# TASK OBJECTIVE
The string "what" appears in some lines of the entries that follow; copy each such line.

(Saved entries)

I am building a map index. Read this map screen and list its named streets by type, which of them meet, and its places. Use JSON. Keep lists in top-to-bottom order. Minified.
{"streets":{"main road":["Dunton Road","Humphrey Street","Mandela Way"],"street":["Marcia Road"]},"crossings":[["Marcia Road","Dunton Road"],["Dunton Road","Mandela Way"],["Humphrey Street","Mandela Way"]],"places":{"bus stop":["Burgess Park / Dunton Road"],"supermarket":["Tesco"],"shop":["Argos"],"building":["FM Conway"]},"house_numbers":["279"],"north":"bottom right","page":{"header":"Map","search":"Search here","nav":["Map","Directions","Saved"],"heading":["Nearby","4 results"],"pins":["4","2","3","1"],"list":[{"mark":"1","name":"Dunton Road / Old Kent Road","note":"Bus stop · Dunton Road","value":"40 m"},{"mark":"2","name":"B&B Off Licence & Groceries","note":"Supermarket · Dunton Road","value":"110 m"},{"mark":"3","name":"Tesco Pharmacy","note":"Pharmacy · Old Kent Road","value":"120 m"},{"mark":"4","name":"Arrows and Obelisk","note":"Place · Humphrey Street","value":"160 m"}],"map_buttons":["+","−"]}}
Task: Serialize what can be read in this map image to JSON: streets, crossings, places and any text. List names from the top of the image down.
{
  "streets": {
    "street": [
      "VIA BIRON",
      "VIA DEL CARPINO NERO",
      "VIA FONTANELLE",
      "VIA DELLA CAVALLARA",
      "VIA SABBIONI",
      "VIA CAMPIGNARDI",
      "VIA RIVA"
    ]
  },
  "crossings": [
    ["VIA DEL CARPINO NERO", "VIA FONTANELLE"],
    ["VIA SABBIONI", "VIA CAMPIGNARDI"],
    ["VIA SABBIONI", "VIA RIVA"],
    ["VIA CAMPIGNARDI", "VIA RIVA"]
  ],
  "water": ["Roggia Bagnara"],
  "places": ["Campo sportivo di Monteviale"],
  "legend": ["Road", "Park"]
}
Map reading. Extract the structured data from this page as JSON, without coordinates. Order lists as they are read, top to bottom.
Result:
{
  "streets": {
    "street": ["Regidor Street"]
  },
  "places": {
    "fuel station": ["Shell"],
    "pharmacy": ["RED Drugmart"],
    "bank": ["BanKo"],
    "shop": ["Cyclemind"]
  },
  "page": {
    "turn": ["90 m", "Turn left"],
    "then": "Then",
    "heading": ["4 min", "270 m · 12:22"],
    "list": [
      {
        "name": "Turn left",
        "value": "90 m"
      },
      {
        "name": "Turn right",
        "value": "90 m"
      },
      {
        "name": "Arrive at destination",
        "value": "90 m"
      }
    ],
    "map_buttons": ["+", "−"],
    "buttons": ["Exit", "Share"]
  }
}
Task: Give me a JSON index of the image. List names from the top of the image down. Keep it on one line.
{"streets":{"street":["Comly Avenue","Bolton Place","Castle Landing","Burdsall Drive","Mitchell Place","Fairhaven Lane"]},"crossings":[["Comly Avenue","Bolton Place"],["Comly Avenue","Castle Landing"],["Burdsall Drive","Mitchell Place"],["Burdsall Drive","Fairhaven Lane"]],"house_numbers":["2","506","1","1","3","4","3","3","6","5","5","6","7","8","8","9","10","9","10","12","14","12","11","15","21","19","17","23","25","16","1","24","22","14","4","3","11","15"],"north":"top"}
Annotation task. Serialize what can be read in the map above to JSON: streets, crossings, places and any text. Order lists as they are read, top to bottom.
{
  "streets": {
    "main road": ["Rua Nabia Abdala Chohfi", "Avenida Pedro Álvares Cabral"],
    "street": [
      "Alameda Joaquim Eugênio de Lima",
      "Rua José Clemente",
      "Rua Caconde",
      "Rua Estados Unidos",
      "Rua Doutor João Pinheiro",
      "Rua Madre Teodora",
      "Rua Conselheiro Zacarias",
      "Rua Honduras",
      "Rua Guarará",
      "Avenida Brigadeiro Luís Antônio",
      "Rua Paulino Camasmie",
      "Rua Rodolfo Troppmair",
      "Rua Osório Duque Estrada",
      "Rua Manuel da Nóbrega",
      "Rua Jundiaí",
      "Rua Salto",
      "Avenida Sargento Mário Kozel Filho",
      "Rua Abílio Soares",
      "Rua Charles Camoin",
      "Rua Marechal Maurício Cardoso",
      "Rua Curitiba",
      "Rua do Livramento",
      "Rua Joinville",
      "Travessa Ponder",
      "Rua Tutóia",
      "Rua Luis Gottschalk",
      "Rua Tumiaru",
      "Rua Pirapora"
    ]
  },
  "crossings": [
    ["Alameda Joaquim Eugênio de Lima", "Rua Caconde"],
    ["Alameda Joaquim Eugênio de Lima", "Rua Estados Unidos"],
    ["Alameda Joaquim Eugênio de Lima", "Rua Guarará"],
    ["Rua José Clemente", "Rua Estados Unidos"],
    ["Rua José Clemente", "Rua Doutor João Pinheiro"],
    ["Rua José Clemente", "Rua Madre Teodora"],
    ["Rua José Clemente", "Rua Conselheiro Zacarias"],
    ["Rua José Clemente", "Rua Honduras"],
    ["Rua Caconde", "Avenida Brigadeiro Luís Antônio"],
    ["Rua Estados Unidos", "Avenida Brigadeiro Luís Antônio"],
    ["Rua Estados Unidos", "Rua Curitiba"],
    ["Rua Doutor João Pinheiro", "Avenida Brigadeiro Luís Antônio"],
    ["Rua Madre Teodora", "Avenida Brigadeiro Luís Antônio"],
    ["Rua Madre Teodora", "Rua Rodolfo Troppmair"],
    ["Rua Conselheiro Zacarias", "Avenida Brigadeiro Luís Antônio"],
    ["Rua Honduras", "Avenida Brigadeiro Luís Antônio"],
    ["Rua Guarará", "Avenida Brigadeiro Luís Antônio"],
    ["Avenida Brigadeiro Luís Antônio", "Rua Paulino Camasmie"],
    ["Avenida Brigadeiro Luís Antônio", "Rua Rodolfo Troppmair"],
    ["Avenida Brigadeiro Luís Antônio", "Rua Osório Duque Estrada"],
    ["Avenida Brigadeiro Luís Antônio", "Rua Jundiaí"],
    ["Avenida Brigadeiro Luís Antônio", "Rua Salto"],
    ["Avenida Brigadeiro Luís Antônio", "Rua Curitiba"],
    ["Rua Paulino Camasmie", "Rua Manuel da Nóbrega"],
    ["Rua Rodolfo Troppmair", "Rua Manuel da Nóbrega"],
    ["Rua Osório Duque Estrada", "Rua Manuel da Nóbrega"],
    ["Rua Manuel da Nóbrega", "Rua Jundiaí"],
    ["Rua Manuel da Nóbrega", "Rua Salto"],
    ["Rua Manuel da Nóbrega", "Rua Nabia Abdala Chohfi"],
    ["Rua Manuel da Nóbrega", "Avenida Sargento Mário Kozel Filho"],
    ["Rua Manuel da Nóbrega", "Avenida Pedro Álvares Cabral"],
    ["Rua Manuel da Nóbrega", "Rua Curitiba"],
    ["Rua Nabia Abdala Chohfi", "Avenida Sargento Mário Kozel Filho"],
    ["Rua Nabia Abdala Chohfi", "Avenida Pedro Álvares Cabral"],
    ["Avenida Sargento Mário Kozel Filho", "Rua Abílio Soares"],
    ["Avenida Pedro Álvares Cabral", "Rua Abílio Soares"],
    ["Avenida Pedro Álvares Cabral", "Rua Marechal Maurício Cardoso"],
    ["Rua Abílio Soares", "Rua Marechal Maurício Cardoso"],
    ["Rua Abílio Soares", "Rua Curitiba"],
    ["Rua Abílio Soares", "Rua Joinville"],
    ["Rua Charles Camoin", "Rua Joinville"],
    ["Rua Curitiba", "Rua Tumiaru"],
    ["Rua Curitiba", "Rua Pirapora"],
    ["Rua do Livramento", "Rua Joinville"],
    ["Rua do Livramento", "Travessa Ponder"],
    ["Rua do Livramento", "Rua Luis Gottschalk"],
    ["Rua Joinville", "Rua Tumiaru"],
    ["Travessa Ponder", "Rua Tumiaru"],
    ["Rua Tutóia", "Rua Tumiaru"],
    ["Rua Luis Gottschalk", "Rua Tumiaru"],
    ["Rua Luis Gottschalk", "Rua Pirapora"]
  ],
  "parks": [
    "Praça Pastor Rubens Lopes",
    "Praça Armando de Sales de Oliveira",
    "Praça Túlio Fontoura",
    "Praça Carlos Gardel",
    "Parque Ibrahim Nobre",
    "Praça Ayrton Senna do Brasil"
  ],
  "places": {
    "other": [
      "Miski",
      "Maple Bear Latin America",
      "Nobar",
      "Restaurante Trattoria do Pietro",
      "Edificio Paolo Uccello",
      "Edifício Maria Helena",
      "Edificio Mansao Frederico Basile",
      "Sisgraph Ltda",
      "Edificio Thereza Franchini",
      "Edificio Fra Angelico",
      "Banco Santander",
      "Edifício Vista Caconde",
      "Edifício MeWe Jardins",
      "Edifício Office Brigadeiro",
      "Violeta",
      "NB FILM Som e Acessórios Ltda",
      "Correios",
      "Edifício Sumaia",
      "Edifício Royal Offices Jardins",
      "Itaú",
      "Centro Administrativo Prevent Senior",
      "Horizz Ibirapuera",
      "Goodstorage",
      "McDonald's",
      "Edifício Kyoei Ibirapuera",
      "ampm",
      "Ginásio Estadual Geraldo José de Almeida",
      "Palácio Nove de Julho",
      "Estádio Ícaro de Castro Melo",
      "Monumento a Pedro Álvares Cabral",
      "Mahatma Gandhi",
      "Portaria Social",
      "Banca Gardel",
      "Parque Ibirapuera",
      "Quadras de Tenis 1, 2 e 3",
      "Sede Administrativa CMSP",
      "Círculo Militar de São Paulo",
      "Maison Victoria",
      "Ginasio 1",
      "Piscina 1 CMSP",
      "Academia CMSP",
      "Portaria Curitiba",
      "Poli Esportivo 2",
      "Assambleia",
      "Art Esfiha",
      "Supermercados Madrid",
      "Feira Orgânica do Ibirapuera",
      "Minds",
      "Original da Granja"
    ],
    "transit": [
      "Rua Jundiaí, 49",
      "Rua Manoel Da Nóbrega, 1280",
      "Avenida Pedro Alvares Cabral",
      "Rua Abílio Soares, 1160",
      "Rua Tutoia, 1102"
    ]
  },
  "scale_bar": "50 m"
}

# THE COMPLETED TASK
Task: Serialize what can be read in this map image to JSON: streets, crossings, places and any text. List names from the top of the image down.
Annotation task. Serialize what can be read in the map above to JSON: streets, crossings, places and any text. Order lists as they are read, top to bottom.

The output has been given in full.